GIVEN INFORMATION:
☆ ☆ ☆

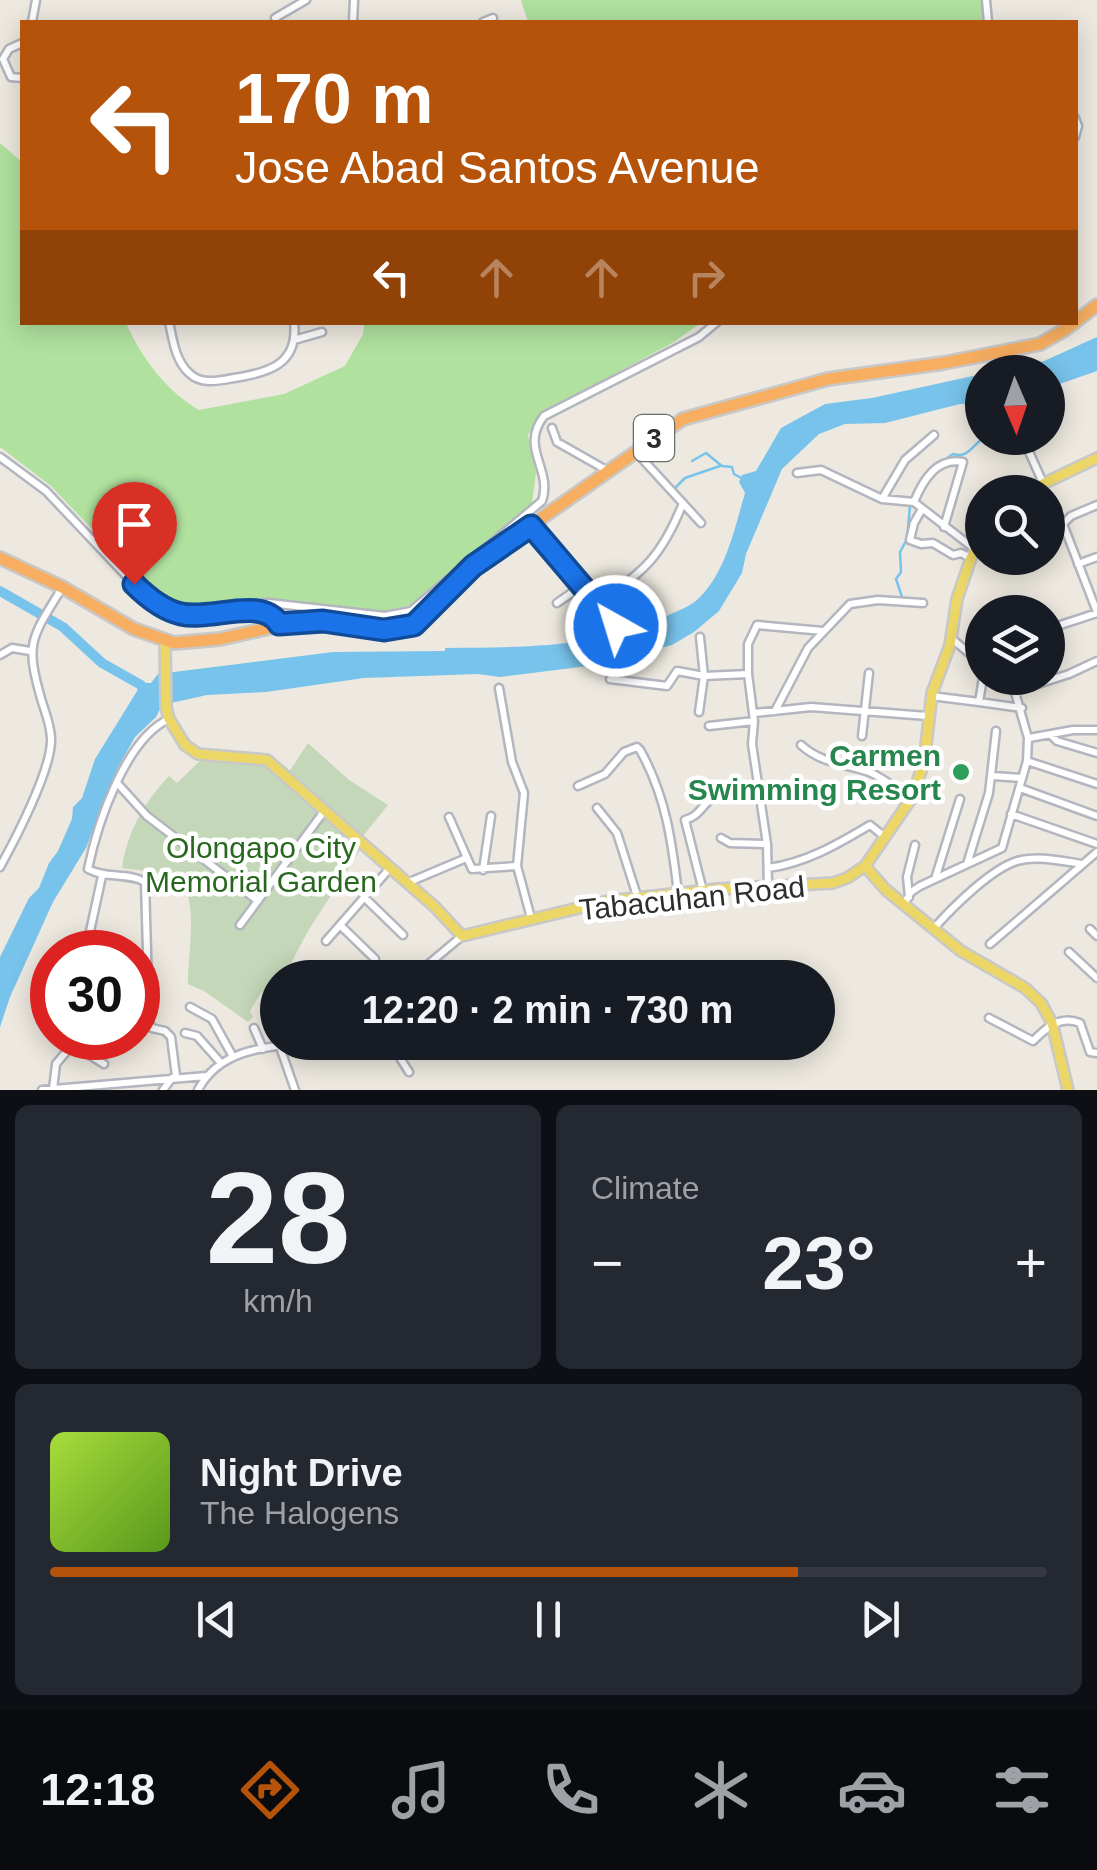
<!DOCTYPE html>
<meta charset="utf-8">
<style>
:root{--surface:#171b24;--page:#242831;--text:#f1f3f6;--muted:#9ea1a6;--line:#363941;--accent:#b45309}
body{margin:0;font-family:Arial,sans-serif;background:var(--page);color:var(--text);height:100vh;display:flex;flex-direction:column;font-size:38px;white-space:nowrap}
*{box-sizing:border-box;margin:0}
p{font-size:32px;color:var(--muted)}
.icon{flex:none;width:55px;height:55px;fill:none;stroke:currentColor;stroke-width:2;stroke-linecap:round;stroke-linejoin:round}
.map{position:relative;height:1090px;overflow:hidden}
.drawer{display:flex;flex-direction:column;gap:15px;padding:15px;background:#0d0f14;flex:1}
.drawer>*{flex:none}
.guide{position:absolute;left:20px;top:20px;width:1058px;height:305px;border-radius:0px;box-shadow:0 5px 25px #0003;background:#b45309;color:#fff;overflow:hidden}
.needle{width:65px;rotate:178deg}
.controls{position:absolute;left:965px;top:355px;display:grid;gap:20px}
.controls a{display:grid;place-items:center;width:100px;height:100px;border-radius:50%;background:var(--surface);box-shadow:0 5px 25px #0003;font-size:50px}
.speed{position:absolute;left:30px;top:930px;display:flex;gap:20px;font-size:50px;font-weight:700;text-align:center}
.speed>*{display:grid;place-content:center;width:130px;height:130px;border-radius:50%;background:var(--surface);box-shadow:0 5px 25px #0003;line-height:1}
.speed .limit{border:15px solid #d22;background:#fff;color:#111}
.pin{position:absolute;display:grid;place-items:center;width:85px;height:85px;color:#fff;margin:-102px -42px;border-radius:50% 50% 50% 0;rotate:-45deg;box-shadow:0 0 10px #0007}
.pin .icon{rotate:45deg}
.me{position:absolute;width:110px;margin:-55px;rotate:321deg;stroke-linejoin:round;filter:drop-shadow(0 0 8px #0008)}
.turn{display:flex;align-items:center;gap:35px;height:210px;padding:0 50px;font-size:45px}
.turn .icon{width:130px;height:130px;stroke-width:2.5}
.turn b{display:block;font-size:70px;line-height:85px}
.lanes{display:flex;align-items:center;height:95px;padding:0 50px;background:#0003;justify-content:center;gap:50px;direction:ltr}
.lanes .off{opacity:.35}
.big{font-size:75px;font-weight:800;line-height:1.1}
.drawer .card{flex:1;display:flex;flex-direction:column;justify-content:center;gap:15px;min-width:0;padding:0 35px;border-radius:15px;background:var(--page)}
.drawer .dial{align-items:center;gap:0}
.dial b{font-size:130px;line-height:1}
.song{display:flex;align-items:center;gap:30px}
.cover{width:120px;height:120px;border-radius:15px;background:linear-gradient(135deg,hsl(80 70% 55%),hsl(90 70% 35%))}
.played{height:10px;border-radius:5px;background:linear-gradient(90deg,var(--accent) 75%,var(--line) 75%)}
.keys{display:flex;justify-content:space-around;direction:ltr}
.heat{display:flex;justify-content:space-between;align-items:center;font-size:55px;direction:ltr}
.drawer .tiles{flex:1;display:grid;gap:15px;grid-template-columns:1fr 1fr}
.card:last-child{grid-column:span 2}
.trip{position:absolute;left:260px;top:960px;width:575px;height:100px;border-radius:50px;background:var(--surface);box-shadow:0 5px 25px #0003;font-weight:800;line-height:100px;text-align:center}
.dock{display:flex;height:160px;justify-content:space-around;align-items:center;background:#090b0e;color:var(--muted)}
.dock .icon{width:70px;height:70px}
.dock .active{color:var(--accent)}
.dock b{font-size:45px;color:var(--text)}
.map>svg:first-child{display:block}
</style>
<div class="map">
<svg width="1097" height="1090" viewBox="0 0 1097 1090">
<rect width="100%" height="100%" fill="#ede9e0"/>
<!-- green -->
<path fill="#b0e19f" d="M521,0H981L983,22H528Z
M0,143L22,162V322L126,323C141,357 166,391 199,410L284,394L345,366L363,334L364,323H701L674,342L540,414L528,435L536,473L532,503L410,605L379,612L294,601H257L234,610L196,613L173,605L150,590L51,486L0,447Z"/>
<!-- cemetery -->
<path fill="#c4d7b8" d="M308,743L349,780L388,805L363,836L289,772Z
M203,758L263,760L279,774L277,777L360,850L308,931L289,967L261,993L250,1011L253,1017L248,1022L204,991L188,984C187,958 201,892 176,879C161,871 139,871 122,868C127,833 144,802 169,776L177,783Z"/>
<!-- water -->
<path fill="#78c3eb" d="M1097,337V371L1048,388V372H989L1044,361Z
M982,374V404H960L885,423L845,424L819,434L782,469L746,554L742,573L719,611L694,632L672,645L596,665L500,677L478,674L364,678L266,692L207,695L162,705L156,717L135,737L117,769L86,848L53,902L10,997L0,1027V957L29,898L39,888L49,863L58,851L72,819L73,807L82,798L95,759L142,683H151L158,674L333,652L445,651V648C518,647 597,649 665,617C676,611 690,607 699,598C726,572 735,527 745,493L739,482L742,475L756,471L781,428L825,404L872,398Z"/>
<g fill="none" stroke-linecap="round" stroke-linejoin="round">
<!-- stream -->
<path stroke="#78c3eb" stroke-width="2.5" d="M973,403L982,419
M946,459L953,454C968,459 972,445 984,438
M692,461L706,453L722,466L732,467L734,474L741,478
M675,488L685,478L720,466
M902,597L896,579L901,572L900,552L907,539L910,506"/>
<!-- river -->
<path stroke="#78c3eb" stroke-width="10" d="M0,591L63,627L102,663L141,685L146,697"/>
<defs>
<path id="minor" d="M986,0L988,22
M275,18L306,0
M32,22L36,0
M353,22L354,0
M483,22L493,18
M22,43L9,49L3,59L11,77L22,78
M1075,118L1078,126L1075,137
M169,322C173,340 175,360 189,373C201,385 218,381 234,378C267,373 299,365 294,322
M294,340L322,332
M552,428L557,442L608,471
M1015,438L1026,445L1043,483
M635,451L701,523
M0,457L46,491L134,584L161,606L187,615L240,612
M797,473L821,470L882,499L914,502L976,550
M882,499L905,460L934,435
M914,502C923,480 937,457 963,462L944,527
M1097,505L1071,516L1063,524L1097,612
M922,509L914,523L910,540L921,544L933,543L953,555L961,553L971,558
M531,526L617,626
M1078,564L1097,557
M557,603L583,585
M598,603C644,572 662,556 683,503
M251,609L270,614L279,624
M237,613L258,604L269,603L385,616L411,611L542,501C553,469 519,448 544,416L699,337L717,322
M1048,629L1097,613
M951,638L982,664
M0,655L12,648L30,651
M983,678L979,702L1022,708
M610,679L667,686L677,671L704,676L748,674
M499,688L512,762L524,793L517,866L531,918
M1016,691L1069,674L1097,661
M931,696L979,702
M775,711L808,648L850,604L878,600L923,603
M699,712L704,676L700,637
M754,713L811,707L927,716
M169,719C125,739 97,825 88,869C106,879 128,872 145,882L149,1022L152,1028L165,1031L171,1037L176,1076
M709,726L754,721
M1051,735L1057,741L1097,753
M862,736L869,673
M1029,738L1073,730H1097
M801,745C822,764 844,763 869,772C884,778 898,790 911,799
M1027,761L1097,784
M993,776L1022,778
M118,784L147,816L258,901
M578,786L605,774L624,752L637,747L640,750C666,796 672,842 678,893
M1020,788L1097,816
M597,808L617,833L638,899
M1011,814L1097,844
M449,817L472,869L517,866
M721,838L730,843L767,844
M967,864L989,793L996,731
M0,867C15,840 52,769 51,739C51,727 46,714 42,702C25,643 30,640 62,588
M768,868C806,863 838,844 870,825L885,837
M483,870L491,816
M935,879L960,799
M407,883L464,859
M768,887L767,844L752,744L754,721L748,674V644L757,625L823,631
M703,891L685,820C699,816 700,808 710,800C722,792 746,794 759,792
M909,897L907,877L915,845
M365,898L403,935
M904,904L911,892L920,886L1002,848L1027,761L1028,738L1011,678
M240,925L325,810
M340,925L375,959
M935,927C953,907 991,869 1017,861C1038,855 1062,861 1082,864
M1090,929L1097,936
M326,941L390,868
M990,944L1097,852
M91,952L89,936L102,876
M1069,952L1097,978
M412,978L462,936
M190,1007L212,1019L232,1055
M276,1007L278,1010
M989,1018L1033,1041C1047,1027 1060,1015 1080,1023L1090,1052L1097,1053
M254,1028L263,1049
M185,1033L197,1036L220,1062
M76,1039L85,1052L104,1064
M390,1042L409,1072
M280,1047L295,1090
M53,1089L56,1064L76,1040
M42,1090L206,1076
M163,1090L172,1078
M198,1090C221,1046 271,1047 316,1042"/>
<path id="major" d="M1026,492L1097,458
M165,641L166,707L169,719L185,745L198,754L267,760L435,907L462,936L608,901L718,889L833,883L847,878L865,866L911,799L924,763L932,693L950,645L957,599L971,558L982,539
M865,866L886,890L961,951L1025,988L1041,1003L1052,1023L1068,1090"/>
<path id="highway" d="M0,558L62,587L134,629L174,643L220,639L304,620L400,629L423,619L473,566L683,419L828,379L944,363L1040,344L1066,329L1097,305"/>
</defs>
<!-- minor casing -->
<use href="#minor" stroke="#b3b5bf" stroke-width="11"/>
<!-- major casing -->
<use href="#major" stroke="#c8c8c8" stroke-width="14"/>
<!-- highway casing -->
<use href="#highway" stroke="#c8c8c8" stroke-width="16"/>
<!-- minor -->
<use href="#minor" stroke="#fff" stroke-width="6"/>
<!-- major -->
<use href="#major" stroke="#ecd766" stroke-width="9"/>
<!-- highway -->
<use href="#highway" stroke="#f8ae60" stroke-width="11"/>
</g>
<g fill="none" stroke-linecap="round" stroke-linejoin="round">
<defs>
<path id="route" d="M134,584C147,597 163,610 181,614C211,621 262,596 279,624L323,621L384,630L414,625L473,566L531,526L616,626"/>
</defs>
<!-- route casing -->
<use href="#route" stroke="#114b97" stroke-width="25"/>
<!-- route -->
<use href="#route" stroke="#1a73e8" stroke-width="18"/>
</g>
<!-- markers -->
<circle fill="#2e9e5b" stroke="#fff" stroke-width="4" cx="961" cy="772" r="10"/>
<g text-anchor="middle" dominant-baseline="central" stroke-width="9" stroke-linejoin="round" paint-order="stroke">
<!-- shield labels -->
<rect fill="#fff" stroke="#6c6c6c" stroke-width="2.5" x="634" y="415" width="40" height="46" rx="8"/>
<g font-size="28" font-weight="bold" fill="#2d2d2d">
<text x="654" y="438">3</text>
</g>
<!-- leisure labels -->
<g font-size="30" font-weight="bold" fill="#27864d" stroke="#fff" text-anchor="end">
<text x="941" y="755">Carmen<tspan x="941" dy="34">Swimming Resort</tspan></text>
</g>
<!-- park labels -->
<g font-size="30" fill="#28681e" stroke="#fff">
<text x="261" y="847">Olongapo City<tspan x="261" dy="34">Memorial Garden</tspan></text>
</g>
<!-- street labels -->
<g font-size="30" fill="#2d2d2d" stroke="#fff">
<text transform="translate(692 898) rotate(-6)">Tabacuhan Road</text>
</g>
</g>
</svg>
<div class="controls">
<a><svg class="needle" viewBox="-14 -14 28 28"><path d="M0-13l5 13h-10z" fill="#e53935"/><path d="M0 13l5-13h-10z" fill="#9ea1a6"/></svg></a>
<a><svg class="icon" aria-label="search" viewBox="0 0 24 24"><circle cx="10" cy="10" r="6"/><path d="M15 15l6 6"/></svg></a>
<a><svg class="icon" aria-label="layers" viewBox="0 0 24 24"><path d="M12 4l9 5-9 5-9-5zM3 14l9 5 9-5"/></svg></a>
</div>
<div class="speed"><div class="limit">30</div></div>
<div class="pin" style="left:134px;top:584px;background:#d93025"><svg class="icon" aria-label="arrive" viewBox="0 0 24 24"><path d="M6 21V4h12l-3 4 3 4H6"/></svg></div>
<svg class="me" style="left:616px;top:626px" viewBox="-20 -20 40 40"><circle r="17" fill="#1a73e8" stroke="#fff" stroke-width="3"/><path d="M0-11L8 9 0 5-8 9z" fill="#fff"/></svg>
<div class="trip">12:20 · 2 min · 730 m</div>
<div class="guide">
<div class="turn"><svg class="icon" aria-label="left" viewBox="0 0 24 24"><path d="M17 20v-9H6M10 6l-5 5 5 5"/></svg><div><b>170 m</b>Jose Abad Santos Avenue</div></div>
<div class="lanes"><svg class="icon" aria-label="left" viewBox="0 0 24 24"><path d="M17 20v-9H6M10 6l-5 5 5 5"/></svg><svg class="icon off" aria-label="ahead" viewBox="0 0 24 24"><path d="M12 20V5M6 11l6-6 6 6"/></svg><svg class="icon off" aria-label="ahead" viewBox="0 0 24 24"><path d="M12 20V5M6 11l6-6 6 6"/></svg><svg class="icon off" aria-label="right" viewBox="0 0 24 24"><path d="M7 20v-9h11M14 6l5 5-5 5"/></svg></div>
</div>
</div>
<section class="drawer">
<div class="tiles">
<div class="card dial"><b>28</b><p>km/h</p></div>
<div class="card"><p>Climate</p>
<div class="heat"><a>−</a><b class="big">23°</b><a>+</a></div>
</div>
<div class="card">
<div class="song"><i class="cover"></i><div><b>Night Drive</b><p>The Halogens</p></div></div>
<div class="played"></div>
<div class="keys"><svg class="icon" aria-label="previous" viewBox="0 0 24 24"><path d="M18 5L8 12l10 7zM5 5v14"/></svg><svg class="icon" aria-label="pause" viewBox="0 0 24 24"><path d="M8 5v14M16 5v14"/></svg><svg class="icon" aria-label="next" viewBox="0 0 24 24"><path d="M6 5l10 7-10 7zM19 5v14"/></svg></div>
</div>
</div>
</section>
<nav class="dock">
<b>12:18</b>
<svg class="icon active" aria-label="directions" viewBox="0 0 24 24"><path d="M12 3l9 9-9 9-9-9zM9 14v-3h6M13 9l2 2-2 2"/></svg>
<svg class="icon" aria-label="music" viewBox="0 0 24 24"><path d="M9 18V5l10-2v13"/><circle cx="6" cy="18" r="3"/><circle cx="16" cy="16" r="3"/></svg>
<svg class="icon" aria-label="phone" viewBox="0 0 24 24"><path d="M5 4h4l2 5-3 2q2 4 5 5l2-3 5 2v4C11 20 4 13 5 4z"/></svg>
<svg class="icon" aria-label="climate" viewBox="0 0 24 24"><path d="M12 3v18M4 7l16 10M4 17L20 7"/></svg>
<svg class="icon" aria-label="car" viewBox="0 0 24 24"><path d="M5 17H2v-5l4-1 3-4h7l3 4 3 1v5h-3M9 17h6M6 11h13"/><circle cx="7" cy="17" r="2"/><circle cx="17" cy="17" r="2"/></svg>
<svg class="icon" aria-label="filters" viewBox="0 0 24 24"><path d="M4 7h16M4 17h16"/><circle cx="9" cy="7" r="2"/><circle cx="15" cy="17" r="2"/></svg>
</nav>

☆ ☆ ☆

ASSIGNED TASK: Among the lines above, repeat exactly those from the line with "3l9 9-9 9-9-9zM9" to the line with "4h4l2 5-3 2q2", counting both ends.

RESULT OF THE EXERCISE:
<svg class="icon active" aria-label="directions" viewBox="0 0 24 24"><path d="M12 3l9 9-9 9-9-9zM9 14v-3h6M13 9l2 2-2 2"/></svg>
<svg class="icon" aria-label="music" viewBox="0 0 24 24"><path d="M9 18V5l10-2v13"/><circle cx="6" cy="18" r="3"/><circle cx="16" cy="16" r="3"/></svg>
<svg class="icon" aria-label="phone" viewBox="0 0 24 24"><path d="M5 4h4l2 5-3 2q2 4 5 5l2-3 5 2v4C11 20 4 13 5 4z"/></svg>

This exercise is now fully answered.